*** Opening DATA TO USE ***

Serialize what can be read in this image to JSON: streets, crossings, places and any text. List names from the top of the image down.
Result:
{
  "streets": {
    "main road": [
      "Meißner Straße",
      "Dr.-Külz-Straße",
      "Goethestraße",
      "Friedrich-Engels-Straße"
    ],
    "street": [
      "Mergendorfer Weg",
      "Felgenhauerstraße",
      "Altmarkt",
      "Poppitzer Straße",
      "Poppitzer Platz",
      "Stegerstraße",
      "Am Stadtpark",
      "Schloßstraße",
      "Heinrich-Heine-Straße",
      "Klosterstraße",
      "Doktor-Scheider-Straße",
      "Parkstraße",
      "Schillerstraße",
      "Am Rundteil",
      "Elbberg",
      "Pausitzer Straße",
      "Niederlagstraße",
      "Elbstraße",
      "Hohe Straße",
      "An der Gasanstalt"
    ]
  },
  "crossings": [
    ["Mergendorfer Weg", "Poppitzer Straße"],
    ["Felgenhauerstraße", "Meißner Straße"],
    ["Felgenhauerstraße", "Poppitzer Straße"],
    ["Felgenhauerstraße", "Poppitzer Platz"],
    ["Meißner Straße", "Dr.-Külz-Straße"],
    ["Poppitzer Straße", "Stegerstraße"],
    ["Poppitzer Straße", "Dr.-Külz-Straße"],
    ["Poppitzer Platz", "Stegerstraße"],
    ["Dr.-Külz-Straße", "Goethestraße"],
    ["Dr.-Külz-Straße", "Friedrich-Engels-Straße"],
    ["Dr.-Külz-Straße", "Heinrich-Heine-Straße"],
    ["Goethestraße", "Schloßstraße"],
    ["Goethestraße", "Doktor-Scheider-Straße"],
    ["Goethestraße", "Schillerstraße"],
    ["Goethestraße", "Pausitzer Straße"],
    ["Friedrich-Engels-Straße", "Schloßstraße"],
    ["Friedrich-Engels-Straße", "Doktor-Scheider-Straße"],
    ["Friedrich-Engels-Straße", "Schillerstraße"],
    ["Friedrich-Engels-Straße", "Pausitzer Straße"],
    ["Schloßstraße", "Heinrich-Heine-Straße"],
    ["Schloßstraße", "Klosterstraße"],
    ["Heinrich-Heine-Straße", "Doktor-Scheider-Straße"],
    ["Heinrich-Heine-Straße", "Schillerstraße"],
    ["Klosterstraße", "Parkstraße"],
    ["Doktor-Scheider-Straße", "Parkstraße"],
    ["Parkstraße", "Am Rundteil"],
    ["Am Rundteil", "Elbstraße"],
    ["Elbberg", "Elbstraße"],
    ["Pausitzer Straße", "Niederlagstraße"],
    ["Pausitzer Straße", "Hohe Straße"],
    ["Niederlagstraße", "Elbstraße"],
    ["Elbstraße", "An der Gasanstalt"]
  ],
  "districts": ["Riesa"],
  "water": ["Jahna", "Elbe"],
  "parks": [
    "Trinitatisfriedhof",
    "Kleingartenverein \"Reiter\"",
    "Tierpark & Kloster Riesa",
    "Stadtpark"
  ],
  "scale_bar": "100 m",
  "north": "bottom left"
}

*** Closing DATA TO USE ***

● **THE PROBLEM**
Across the whole listing, every line must be copied exactly.

● **WRITTEN RESPONSE**
Serialize what can be read in this image to JSON: streets, crossings, places and any text. List names from the top of the image down.
Result:
{
  "streets": {
    "main road": [
      "Meißner Straße",
      "Dr.-Külz-Straße",
      "Goethestraße",
      "Friedrich-Engels-Straße"
    ],
    "street": [
      "Mergendorfer Weg",
      "Felgenhauerstraße",
      "Altmarkt",
      "Poppitzer Straße",
      "Poppitzer Platz",
      "Stegerstraße",
      "Am Stadtpark",
      "Schloßstraße",
      "Heinrich-Heine-Straße",
      "Klosterstraße",
      "Doktor-Scheider-Straße",
      "Parkstraße",
      "Schillerstraße",
      "Am Rundteil",
      "Elbberg",
      "Pausitzer Straße",
      "Niederlagstraße",
      "Elbstraße",
      "Hohe Straße",
      "An der Gasanstalt"
    ]
  },
  "crossings": [
    ["Mergendorfer Weg", "Poppitzer Straße"],
    ["Felgenhauerstraße", "Meißner Straße"],
    ["Felgenhauerstraße", "Poppitzer Straße"],
    ["Felgenhauerstraße", "Poppitzer Platz"],
    ["Meißner Straße", "Dr.-Külz-Straße"],
    ["Poppitzer Straße", "Stegerstraße"],
    ["Poppitzer Straße", "Dr.-Külz-Straße"],
    ["Poppitzer Platz", "Stegerstraße"],
    ["Dr.-Külz-Straße", "Goethestraße"],
    ["Dr.-Külz-Straße", "Friedrich-Engels-Straße"],
    ["Dr.-Külz-Straße", "Heinrich-Heine-Straße"],
    ["Goethestraße", "Schloßstraße"],
    ["Goethestraße", "Doktor-Scheider-Straße"],
    ["Goethestraße", "Schillerstraße"],
    ["Goethestraße", "Pausitzer Straße"],
    ["Friedrich-Engels-Straße", "Schloßstraße"],
    ["Friedrich-Engels-Straße", "Doktor-Scheider-Straße"],
    ["Friedrich-Engels-Straße", "Schillerstraße"],
    ["Friedrich-Engels-Straße", "Pausitzer Straße"],
    ["Schloßstraße", "Heinrich-Heine-Straße"],
    ["Schloßstraße", "Klosterstraße"],
    ["Heinrich-Heine-Straße", "Doktor-Scheider-Straße"],
    ["Heinrich-Heine-Straße", "Schillerstraße"],
    ["Klosterstraße", "Parkstraße"],
    ["Doktor-Scheider-Straße", "Parkstraße"],
    ["Parkstraße", "Am Rundteil"],
    ["Am Rundteil", "Elbstraße"],
    ["Elbberg", "Elbstraße"],
    ["Pausitzer Straße", "Niederlagstraße"],
    ["Pausitzer Straße", "Hohe Straße"],
    ["Niederlagstraße", "Elbstraße"],
    ["Elbstraße", "An der Gasanstalt"]
  ],
  "districts": ["Riesa"],
  "water": ["Jahna", "Elbe"],
  "parks": [
    "Trinitatisfriedhof",
    "Kleingartenverein \"Reiter\"",
    "Tierpark & Kloster Riesa",
    "Stadtpark"
  ],
  "scale_bar": "100 m",
  "north": "bottom left"
}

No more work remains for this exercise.